Cautious Ireland risks being outflanked in the war for post-Brexit jobs
The past week has thrown up new and significant threats to the prospect of Ireland capitalising on Brexit. There had initially been hope of winning jobs and investment displaced in the wake of Britain's vote to leave the European Union.
But rivals have moved fast to improve their investment offering to business, and Ireland now runs a real risk of being left behind, partly for fear of causing offence ahead of what promise to be gruelling Brexit negotiations.
There are no such concerns in France, which launched a lightning offensive on Wednesday to lure City of London financiers to La Defence, the financial district on the edge of Paris.
With an un-Gallic lack of subtlety France's Socialist Prime Minister Manuel Valls grabbed business headlines by turning up to a banking conference promising sweeteners including favourable tax treatment for millionaire bankers, fast tracking of licences for firms, and a general rolling out of the red carpet to win investment from Britain.
It is a stunning reversal for the French, overturning successive administrations' squeamishness about the Anglo-Saxon world of trans-global capitalism and risking alienating not just Britain but other EU members. For Paris, the prospects of getting one over on the Brits, and the prize of emerging as Europe's financial powerhouse, will apparently trump all.
Meanwhile, British Chancellor George Osborne also moved with remarkable speed to shore up investment, promising to cut business tax and again seizing global headlines.
Austria and Spain are already fighting to house EU institutions which will have to leave the UK whenever the country finally triggers Article 50, and moves to formally exit the Union.
The speed, single-mindedness, even shamelessness, of some of the moves seen from member states to pick over the corpse of Britain's EU membership has been stunning.
By comparison Ireland has been slow to respond. Agencies like the IDA, Enterprise Ireland and Bord Bia have upped their marketing and advisory efforts, but - unlike France and Britain - the machinery of State here has yet to come up with a knock-out policy initiative to strengthen those agencies' hand.
Senior officials insist there is good reason for that.

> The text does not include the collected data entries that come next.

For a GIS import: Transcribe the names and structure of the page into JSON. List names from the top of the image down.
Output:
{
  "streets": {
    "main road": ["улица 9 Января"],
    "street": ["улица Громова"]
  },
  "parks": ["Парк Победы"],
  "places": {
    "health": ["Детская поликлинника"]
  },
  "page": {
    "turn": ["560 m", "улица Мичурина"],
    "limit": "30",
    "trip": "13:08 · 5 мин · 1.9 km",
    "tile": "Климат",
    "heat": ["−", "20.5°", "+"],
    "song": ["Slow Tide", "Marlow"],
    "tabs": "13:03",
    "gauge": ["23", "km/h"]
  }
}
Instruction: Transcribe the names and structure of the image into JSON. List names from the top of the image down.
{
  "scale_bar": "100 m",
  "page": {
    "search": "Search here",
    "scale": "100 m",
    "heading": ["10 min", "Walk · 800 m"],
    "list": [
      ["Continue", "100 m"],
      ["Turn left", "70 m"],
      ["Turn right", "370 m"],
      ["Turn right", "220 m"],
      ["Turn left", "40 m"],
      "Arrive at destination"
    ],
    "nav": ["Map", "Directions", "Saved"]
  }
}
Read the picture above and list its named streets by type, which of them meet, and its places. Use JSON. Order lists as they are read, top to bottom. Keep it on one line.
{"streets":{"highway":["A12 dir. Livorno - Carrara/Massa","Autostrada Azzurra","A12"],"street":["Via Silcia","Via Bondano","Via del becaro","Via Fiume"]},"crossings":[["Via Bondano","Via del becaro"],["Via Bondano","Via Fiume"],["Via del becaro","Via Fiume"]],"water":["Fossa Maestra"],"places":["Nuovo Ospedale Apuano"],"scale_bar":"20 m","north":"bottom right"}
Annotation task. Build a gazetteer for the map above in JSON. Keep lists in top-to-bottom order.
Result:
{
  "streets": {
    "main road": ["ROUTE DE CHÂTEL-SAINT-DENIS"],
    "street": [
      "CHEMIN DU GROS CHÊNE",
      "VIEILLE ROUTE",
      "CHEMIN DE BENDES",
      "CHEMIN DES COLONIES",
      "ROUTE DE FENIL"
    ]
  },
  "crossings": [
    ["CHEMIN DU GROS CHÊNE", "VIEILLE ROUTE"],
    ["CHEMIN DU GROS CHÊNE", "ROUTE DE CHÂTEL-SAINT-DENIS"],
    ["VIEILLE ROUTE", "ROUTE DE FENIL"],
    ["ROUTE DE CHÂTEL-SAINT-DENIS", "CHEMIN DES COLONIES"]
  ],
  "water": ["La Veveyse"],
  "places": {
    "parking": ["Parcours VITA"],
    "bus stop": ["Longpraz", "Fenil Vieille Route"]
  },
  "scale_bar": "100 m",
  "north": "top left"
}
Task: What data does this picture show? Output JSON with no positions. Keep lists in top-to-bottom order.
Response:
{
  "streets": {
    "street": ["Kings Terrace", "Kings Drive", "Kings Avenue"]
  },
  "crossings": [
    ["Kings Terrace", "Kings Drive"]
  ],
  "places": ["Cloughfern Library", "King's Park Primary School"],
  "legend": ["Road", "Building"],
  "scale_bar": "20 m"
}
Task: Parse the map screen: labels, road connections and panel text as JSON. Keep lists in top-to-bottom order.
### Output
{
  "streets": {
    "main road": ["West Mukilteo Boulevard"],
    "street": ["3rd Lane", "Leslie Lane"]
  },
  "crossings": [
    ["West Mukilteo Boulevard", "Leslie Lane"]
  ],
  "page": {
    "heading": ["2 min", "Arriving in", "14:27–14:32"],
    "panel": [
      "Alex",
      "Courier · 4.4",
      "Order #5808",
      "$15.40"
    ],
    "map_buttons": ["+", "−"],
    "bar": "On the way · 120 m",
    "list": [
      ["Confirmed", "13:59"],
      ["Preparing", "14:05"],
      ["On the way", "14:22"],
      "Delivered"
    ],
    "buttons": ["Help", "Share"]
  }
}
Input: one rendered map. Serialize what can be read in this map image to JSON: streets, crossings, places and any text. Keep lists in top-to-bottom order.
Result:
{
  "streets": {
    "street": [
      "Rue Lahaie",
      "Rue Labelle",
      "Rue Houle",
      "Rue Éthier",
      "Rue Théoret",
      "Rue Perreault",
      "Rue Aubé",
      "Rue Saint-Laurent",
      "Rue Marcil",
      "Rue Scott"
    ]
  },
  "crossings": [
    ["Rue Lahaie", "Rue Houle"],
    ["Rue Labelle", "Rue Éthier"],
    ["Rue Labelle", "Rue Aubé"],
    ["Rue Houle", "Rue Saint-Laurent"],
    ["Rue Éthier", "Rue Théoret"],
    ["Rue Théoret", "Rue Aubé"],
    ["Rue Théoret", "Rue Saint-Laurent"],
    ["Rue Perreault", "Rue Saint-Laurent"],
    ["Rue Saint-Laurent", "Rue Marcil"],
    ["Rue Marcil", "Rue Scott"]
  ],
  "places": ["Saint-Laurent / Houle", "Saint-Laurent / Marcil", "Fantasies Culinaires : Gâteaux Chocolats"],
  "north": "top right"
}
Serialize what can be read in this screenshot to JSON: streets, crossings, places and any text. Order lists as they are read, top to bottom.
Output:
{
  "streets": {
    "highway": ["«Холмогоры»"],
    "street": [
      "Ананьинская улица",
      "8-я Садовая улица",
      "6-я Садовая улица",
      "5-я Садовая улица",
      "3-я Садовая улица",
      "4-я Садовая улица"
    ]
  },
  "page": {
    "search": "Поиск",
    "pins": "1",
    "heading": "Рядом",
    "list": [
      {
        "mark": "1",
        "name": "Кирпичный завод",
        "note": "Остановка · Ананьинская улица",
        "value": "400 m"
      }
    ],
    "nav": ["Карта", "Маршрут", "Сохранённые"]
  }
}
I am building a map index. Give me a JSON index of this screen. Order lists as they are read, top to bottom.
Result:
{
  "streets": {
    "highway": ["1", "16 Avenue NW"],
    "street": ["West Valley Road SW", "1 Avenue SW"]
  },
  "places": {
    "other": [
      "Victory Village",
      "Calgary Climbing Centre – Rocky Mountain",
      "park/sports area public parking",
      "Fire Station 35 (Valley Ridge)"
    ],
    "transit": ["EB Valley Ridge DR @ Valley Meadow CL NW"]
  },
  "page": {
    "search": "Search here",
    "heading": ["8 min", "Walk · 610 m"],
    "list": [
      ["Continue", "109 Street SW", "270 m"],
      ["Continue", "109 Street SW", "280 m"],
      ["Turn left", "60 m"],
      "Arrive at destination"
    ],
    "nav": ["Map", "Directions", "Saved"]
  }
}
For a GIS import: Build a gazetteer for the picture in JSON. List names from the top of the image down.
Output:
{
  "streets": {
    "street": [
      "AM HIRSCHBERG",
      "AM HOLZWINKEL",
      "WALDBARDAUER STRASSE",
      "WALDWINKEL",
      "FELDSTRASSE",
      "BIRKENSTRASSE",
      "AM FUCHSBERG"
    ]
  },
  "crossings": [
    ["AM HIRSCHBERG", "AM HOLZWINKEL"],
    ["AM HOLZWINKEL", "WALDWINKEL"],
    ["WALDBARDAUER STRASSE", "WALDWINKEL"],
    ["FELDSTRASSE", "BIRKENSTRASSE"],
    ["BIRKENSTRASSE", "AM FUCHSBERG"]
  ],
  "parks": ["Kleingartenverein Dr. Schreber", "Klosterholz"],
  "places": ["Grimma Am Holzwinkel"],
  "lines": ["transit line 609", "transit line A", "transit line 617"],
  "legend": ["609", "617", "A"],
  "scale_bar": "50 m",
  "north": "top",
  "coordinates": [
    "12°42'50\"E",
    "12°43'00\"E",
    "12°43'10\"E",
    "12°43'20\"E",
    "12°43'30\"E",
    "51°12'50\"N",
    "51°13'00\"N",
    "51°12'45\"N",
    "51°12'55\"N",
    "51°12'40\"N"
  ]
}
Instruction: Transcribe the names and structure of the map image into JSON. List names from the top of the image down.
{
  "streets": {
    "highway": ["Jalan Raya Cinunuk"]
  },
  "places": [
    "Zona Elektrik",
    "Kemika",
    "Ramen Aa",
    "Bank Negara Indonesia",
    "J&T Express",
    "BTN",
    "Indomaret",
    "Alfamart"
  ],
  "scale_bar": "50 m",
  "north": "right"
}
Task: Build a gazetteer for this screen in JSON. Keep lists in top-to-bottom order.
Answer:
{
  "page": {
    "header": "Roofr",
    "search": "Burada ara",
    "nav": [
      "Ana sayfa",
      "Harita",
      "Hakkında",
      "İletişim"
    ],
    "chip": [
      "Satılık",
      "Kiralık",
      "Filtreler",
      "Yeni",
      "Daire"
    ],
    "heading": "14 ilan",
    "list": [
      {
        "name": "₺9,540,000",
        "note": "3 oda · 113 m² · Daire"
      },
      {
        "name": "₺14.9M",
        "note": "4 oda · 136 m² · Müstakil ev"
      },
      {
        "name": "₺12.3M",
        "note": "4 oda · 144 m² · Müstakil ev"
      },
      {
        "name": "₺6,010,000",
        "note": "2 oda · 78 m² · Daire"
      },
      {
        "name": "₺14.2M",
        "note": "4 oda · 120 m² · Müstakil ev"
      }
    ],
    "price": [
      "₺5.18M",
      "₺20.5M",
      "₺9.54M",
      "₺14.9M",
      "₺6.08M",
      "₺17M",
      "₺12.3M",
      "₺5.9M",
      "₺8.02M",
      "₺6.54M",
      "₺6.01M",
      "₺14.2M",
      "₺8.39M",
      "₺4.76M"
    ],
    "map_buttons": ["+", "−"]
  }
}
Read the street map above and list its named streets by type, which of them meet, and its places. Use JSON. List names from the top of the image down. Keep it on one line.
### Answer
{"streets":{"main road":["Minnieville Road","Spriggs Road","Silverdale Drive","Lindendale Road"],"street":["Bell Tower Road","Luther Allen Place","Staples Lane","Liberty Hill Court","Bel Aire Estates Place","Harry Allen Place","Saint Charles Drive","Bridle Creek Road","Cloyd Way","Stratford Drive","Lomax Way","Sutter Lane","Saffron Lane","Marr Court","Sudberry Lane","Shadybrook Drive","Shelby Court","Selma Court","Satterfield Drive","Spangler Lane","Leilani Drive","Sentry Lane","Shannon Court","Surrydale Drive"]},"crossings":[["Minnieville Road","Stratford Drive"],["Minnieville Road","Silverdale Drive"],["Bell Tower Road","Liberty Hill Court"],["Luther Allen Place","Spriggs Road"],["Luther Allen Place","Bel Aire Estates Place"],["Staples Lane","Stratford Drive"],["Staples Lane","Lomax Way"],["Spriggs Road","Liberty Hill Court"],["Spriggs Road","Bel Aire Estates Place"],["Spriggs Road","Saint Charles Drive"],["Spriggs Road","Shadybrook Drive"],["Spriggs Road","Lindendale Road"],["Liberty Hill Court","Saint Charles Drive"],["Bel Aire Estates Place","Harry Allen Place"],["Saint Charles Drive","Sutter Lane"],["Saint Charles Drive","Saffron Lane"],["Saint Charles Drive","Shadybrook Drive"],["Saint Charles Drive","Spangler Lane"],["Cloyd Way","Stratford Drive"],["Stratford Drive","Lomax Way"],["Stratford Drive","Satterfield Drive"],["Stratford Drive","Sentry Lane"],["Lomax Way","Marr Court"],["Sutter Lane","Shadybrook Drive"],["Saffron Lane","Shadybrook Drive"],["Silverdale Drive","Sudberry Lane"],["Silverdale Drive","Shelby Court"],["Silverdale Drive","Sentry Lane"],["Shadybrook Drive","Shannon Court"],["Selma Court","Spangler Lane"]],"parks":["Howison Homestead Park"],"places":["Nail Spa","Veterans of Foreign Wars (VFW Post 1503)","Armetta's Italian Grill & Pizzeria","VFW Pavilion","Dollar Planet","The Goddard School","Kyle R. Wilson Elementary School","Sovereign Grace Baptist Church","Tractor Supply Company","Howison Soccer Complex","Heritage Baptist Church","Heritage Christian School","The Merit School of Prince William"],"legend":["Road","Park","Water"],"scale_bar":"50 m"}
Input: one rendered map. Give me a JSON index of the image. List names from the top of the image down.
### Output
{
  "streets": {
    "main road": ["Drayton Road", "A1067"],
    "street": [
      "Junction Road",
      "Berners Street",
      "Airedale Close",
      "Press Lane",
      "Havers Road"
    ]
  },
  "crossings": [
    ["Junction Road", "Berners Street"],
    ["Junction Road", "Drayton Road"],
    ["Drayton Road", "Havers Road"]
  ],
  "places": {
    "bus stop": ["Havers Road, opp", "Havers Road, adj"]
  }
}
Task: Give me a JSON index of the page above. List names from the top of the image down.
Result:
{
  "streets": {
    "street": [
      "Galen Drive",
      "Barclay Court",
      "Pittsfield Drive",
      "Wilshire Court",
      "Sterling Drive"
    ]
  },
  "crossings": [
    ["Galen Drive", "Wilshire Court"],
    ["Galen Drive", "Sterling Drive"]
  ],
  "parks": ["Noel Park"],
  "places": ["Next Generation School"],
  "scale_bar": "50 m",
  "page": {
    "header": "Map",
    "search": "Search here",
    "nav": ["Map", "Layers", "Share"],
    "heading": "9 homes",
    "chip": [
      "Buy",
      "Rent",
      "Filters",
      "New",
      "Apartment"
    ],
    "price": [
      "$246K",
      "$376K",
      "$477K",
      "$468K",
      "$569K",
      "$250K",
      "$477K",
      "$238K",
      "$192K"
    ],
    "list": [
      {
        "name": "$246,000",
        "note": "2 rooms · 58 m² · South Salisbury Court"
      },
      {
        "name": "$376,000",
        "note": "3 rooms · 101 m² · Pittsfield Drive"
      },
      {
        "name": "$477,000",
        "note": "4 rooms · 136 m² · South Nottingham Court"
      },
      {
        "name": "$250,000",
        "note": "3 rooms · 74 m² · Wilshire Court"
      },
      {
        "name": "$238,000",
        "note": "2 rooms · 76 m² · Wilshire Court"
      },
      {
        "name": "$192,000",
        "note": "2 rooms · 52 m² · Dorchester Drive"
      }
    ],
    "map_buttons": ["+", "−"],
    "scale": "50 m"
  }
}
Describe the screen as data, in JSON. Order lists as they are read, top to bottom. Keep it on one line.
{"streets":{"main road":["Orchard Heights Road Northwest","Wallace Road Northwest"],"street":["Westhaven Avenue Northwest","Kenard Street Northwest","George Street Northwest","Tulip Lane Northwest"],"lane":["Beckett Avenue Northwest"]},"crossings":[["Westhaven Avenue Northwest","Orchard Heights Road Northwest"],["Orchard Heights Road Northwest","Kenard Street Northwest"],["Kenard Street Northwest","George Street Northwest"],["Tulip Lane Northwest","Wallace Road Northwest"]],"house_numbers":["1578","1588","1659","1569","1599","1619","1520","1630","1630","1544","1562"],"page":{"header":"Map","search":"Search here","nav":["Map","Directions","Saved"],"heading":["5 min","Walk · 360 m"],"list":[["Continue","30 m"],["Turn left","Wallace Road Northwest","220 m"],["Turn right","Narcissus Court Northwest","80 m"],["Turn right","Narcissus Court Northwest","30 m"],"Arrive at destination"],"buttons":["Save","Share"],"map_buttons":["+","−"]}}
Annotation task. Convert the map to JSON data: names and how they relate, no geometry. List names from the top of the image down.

Ours is by far the most sensitive relationship to Britain of any EU member. From trade to the peace process, to citizenship and the common travel area, our ties make it trickier for Ireland to be seen plundering the corpse of British EU membership, goes the thinking.
The view from Government Buildings is that a country about to embark on what promise to be multi-year negotiations with upwards of 30 significant players - including the other 27 EU members, the Commission, and the main Northern Ireland parties, cannot afford to make enemies.
It's not an unreasonable view, but it creates its own risk of allowing our rivals to establish unfavourable "facts on the ground" even before the real talks get underway.
If France benefits from London being outside the single market, for example, it makes it harder to reconcile that country to our goal of maintaining stability, post-Brexit, by keeping the UK inside the market.
The Irish wish not to rock British or EU boats risks lending itself a bit too comfortably to a policy of doing nothing.
It doesn't explain diplomatic blunders, like the botched all-island Brexit forum that was blown out of the water by Northern Ireland first minister Arlene Foster before it ever got started, or the embarrassing exclusion of Ireland from a high-profile meeting of Europe's six "founding member" finance ministers immediately after the British result became known.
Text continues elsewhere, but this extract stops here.